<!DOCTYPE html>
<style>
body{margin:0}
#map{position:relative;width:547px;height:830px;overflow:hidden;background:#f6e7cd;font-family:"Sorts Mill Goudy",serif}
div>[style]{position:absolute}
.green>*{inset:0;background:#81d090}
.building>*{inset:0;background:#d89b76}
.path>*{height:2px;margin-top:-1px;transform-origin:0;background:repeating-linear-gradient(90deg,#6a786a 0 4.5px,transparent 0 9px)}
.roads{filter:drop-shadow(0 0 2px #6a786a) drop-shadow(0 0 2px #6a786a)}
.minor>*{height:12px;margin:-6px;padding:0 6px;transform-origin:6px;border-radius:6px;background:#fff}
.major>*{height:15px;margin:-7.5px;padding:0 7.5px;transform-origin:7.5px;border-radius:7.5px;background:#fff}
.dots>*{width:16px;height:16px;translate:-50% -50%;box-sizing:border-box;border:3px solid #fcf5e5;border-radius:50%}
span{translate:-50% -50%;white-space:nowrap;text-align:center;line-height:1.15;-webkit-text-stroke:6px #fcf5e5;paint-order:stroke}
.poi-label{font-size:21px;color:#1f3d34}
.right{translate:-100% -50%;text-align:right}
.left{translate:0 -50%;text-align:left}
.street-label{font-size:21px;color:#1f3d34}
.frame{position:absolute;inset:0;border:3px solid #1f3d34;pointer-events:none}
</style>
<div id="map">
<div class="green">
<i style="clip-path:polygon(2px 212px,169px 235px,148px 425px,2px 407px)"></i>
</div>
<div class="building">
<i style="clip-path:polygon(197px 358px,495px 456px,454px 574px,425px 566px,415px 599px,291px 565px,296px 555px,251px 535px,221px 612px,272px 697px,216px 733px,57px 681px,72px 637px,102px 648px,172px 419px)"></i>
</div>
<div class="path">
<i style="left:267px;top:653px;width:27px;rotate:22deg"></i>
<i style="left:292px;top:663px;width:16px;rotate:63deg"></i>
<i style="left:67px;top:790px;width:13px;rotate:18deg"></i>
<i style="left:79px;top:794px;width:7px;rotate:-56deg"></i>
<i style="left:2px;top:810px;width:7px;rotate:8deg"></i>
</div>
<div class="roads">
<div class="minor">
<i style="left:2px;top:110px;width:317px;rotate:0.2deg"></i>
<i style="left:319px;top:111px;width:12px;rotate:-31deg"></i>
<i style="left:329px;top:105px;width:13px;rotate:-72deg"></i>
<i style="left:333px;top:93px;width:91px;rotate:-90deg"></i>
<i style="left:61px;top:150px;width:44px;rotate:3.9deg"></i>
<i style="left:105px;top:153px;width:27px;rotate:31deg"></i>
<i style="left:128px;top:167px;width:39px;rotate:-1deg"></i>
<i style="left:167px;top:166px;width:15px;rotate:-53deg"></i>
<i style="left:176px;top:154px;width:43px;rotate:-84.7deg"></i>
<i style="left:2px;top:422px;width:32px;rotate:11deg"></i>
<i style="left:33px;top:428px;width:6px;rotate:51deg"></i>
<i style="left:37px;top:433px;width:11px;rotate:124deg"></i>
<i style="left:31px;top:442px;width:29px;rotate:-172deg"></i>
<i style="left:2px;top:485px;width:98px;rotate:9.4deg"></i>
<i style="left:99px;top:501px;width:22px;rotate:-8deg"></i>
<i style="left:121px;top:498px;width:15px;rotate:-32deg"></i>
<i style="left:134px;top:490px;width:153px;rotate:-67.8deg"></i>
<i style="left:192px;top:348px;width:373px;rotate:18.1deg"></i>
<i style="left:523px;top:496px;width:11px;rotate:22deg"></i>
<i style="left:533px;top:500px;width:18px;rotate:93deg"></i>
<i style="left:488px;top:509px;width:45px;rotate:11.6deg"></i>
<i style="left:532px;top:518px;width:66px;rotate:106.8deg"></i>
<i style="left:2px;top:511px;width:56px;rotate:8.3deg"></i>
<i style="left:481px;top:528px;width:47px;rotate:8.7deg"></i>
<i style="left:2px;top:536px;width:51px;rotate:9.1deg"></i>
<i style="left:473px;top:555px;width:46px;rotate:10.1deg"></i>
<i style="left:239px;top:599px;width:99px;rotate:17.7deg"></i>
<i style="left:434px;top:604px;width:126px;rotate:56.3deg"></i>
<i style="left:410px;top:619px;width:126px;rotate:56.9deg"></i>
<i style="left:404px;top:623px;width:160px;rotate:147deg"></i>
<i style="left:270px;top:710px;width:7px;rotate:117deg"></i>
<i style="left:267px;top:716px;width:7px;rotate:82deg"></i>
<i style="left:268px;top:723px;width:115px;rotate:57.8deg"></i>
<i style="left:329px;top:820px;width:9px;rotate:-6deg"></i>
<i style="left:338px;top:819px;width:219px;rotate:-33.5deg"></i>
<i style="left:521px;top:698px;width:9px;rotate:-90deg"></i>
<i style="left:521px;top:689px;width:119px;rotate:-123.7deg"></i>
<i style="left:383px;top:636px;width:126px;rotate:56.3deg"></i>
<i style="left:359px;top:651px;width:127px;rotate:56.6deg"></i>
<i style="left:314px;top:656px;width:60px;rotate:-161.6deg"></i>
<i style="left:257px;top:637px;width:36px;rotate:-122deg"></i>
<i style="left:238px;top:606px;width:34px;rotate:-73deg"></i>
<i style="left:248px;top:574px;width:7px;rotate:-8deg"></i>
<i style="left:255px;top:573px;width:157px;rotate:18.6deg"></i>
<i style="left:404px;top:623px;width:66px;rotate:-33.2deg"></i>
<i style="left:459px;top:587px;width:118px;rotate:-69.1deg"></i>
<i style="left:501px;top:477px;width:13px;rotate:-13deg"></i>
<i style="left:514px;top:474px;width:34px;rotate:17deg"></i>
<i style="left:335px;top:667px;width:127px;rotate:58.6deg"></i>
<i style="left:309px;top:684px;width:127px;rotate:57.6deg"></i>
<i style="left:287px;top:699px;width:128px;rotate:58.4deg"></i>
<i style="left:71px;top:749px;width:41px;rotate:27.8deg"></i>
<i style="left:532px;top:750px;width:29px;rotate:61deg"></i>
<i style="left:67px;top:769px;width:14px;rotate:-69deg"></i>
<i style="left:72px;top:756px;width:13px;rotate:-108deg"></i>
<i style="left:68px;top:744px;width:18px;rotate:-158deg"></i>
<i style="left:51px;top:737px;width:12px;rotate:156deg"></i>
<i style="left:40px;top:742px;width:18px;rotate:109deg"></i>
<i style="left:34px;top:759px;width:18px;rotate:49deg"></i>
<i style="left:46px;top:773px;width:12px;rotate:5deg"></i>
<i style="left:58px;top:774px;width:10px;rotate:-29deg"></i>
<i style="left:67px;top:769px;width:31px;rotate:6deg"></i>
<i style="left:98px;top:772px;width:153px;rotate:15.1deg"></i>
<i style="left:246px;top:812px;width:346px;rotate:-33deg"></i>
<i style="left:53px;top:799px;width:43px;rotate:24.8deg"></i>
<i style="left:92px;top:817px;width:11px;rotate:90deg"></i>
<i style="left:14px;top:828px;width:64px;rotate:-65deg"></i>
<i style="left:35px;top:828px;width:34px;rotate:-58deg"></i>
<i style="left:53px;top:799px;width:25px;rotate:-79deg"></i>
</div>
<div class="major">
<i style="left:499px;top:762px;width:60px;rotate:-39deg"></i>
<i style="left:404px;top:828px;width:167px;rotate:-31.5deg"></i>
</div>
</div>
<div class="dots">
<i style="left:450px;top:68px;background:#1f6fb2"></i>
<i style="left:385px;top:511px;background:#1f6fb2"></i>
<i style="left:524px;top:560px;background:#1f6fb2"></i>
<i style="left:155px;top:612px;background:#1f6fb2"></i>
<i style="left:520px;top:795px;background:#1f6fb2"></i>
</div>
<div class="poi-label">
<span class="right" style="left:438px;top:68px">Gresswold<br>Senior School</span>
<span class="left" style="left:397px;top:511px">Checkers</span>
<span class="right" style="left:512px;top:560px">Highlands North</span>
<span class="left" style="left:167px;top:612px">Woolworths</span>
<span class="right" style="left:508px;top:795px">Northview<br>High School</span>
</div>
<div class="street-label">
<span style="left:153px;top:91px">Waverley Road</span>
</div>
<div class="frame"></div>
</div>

***

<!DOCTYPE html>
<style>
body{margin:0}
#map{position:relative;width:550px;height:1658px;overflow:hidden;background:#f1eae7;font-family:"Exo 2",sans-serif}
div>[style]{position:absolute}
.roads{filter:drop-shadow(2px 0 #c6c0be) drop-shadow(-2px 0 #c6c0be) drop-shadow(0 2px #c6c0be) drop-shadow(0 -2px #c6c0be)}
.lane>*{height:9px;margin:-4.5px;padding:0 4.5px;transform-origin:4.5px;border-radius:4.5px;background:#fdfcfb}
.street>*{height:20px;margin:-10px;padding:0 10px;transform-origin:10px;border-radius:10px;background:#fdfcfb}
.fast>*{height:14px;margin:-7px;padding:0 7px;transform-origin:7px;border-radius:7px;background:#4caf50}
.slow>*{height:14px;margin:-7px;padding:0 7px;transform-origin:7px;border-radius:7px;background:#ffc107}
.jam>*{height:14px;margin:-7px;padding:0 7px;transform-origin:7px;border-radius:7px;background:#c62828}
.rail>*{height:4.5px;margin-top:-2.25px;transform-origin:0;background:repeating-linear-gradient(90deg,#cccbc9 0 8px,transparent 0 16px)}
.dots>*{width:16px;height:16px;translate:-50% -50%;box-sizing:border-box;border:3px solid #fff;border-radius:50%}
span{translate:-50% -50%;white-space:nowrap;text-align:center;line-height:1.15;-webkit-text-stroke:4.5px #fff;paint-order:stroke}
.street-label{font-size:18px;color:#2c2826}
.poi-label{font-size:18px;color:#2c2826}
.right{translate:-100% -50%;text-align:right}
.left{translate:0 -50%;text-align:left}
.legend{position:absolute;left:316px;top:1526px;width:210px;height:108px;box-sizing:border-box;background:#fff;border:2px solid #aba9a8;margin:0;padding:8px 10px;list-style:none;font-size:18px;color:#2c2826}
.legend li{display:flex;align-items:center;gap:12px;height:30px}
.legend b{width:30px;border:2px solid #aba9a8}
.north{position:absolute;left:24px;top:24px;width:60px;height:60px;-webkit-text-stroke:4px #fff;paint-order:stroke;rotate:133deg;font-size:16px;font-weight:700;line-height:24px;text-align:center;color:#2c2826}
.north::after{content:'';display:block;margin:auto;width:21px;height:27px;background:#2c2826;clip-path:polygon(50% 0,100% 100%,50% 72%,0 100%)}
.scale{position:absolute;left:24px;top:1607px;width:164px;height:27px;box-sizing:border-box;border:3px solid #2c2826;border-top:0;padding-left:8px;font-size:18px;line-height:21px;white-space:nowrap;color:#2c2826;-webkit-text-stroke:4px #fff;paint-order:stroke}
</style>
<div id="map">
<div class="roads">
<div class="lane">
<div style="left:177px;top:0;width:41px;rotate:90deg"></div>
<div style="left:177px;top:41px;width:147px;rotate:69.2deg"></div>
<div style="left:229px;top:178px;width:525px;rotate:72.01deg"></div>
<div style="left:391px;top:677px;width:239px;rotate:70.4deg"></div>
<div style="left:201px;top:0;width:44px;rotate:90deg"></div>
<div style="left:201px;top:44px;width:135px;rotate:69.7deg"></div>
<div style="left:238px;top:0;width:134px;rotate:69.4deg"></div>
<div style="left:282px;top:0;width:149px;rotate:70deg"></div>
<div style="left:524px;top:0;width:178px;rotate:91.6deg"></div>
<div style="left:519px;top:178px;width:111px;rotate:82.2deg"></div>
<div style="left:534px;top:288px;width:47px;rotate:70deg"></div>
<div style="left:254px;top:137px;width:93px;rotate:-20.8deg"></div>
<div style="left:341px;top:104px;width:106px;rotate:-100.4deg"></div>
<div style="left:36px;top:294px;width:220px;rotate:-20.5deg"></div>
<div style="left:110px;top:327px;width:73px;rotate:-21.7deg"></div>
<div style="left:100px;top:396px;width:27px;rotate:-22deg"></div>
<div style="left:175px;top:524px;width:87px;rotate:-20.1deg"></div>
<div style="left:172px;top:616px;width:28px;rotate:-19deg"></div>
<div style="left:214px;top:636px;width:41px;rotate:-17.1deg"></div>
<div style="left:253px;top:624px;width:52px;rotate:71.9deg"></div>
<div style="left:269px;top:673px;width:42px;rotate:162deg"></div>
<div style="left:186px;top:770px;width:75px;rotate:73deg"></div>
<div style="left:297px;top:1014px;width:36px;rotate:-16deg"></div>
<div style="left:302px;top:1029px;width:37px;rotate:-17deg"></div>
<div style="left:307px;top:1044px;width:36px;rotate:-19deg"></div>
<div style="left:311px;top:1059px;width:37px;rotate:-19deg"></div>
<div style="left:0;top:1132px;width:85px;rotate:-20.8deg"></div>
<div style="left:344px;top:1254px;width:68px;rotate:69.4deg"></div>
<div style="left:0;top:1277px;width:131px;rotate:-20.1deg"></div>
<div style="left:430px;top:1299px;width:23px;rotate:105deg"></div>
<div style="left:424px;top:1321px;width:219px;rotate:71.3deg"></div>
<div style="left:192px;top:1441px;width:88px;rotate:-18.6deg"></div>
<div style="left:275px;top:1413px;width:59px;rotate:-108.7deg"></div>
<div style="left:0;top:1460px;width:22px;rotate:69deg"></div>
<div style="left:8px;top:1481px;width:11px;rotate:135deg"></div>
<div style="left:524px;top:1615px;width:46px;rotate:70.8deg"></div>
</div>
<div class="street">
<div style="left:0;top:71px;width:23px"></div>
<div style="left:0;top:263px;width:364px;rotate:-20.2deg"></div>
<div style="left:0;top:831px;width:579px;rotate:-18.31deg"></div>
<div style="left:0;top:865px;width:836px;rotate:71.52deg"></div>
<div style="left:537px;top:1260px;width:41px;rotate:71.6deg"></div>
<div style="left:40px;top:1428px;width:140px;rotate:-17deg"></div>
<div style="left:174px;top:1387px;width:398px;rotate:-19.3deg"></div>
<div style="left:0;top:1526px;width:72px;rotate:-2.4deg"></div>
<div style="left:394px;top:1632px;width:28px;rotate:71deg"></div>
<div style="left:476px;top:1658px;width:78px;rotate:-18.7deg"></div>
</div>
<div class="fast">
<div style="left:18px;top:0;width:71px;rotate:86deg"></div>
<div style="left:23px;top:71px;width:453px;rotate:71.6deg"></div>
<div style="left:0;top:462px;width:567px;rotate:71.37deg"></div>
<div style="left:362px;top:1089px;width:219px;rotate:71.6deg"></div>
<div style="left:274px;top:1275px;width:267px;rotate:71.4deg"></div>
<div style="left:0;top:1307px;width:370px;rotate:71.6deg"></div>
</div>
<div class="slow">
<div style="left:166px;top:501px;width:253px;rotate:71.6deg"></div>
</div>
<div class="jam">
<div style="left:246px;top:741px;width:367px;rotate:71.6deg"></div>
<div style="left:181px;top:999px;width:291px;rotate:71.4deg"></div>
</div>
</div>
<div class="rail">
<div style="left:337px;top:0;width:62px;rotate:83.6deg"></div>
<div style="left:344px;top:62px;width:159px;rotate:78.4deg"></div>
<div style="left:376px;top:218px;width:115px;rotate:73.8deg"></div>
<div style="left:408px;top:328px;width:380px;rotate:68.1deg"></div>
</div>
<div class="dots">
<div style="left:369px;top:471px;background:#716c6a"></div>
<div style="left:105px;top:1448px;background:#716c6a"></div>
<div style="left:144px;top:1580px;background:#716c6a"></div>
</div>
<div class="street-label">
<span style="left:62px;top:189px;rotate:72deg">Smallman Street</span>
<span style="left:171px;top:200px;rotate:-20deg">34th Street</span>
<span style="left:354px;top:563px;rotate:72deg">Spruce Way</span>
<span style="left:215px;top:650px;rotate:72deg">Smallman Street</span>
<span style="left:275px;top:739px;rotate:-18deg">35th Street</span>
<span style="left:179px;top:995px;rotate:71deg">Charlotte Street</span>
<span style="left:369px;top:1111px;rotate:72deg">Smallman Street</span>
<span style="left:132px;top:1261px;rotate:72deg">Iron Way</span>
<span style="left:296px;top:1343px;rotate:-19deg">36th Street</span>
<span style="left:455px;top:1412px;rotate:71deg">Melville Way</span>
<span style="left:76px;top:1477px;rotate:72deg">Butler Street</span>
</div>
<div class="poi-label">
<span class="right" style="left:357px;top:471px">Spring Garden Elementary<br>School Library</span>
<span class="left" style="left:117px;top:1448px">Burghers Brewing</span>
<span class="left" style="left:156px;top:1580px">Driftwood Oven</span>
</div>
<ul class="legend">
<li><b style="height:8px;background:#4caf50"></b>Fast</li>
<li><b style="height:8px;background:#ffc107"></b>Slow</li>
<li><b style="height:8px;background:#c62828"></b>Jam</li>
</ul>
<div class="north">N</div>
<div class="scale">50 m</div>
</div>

***

» **What you are asked to do**
For each line in the data that holds "hidden", add one to a count, then report that count alone.

» **Exercise result**
2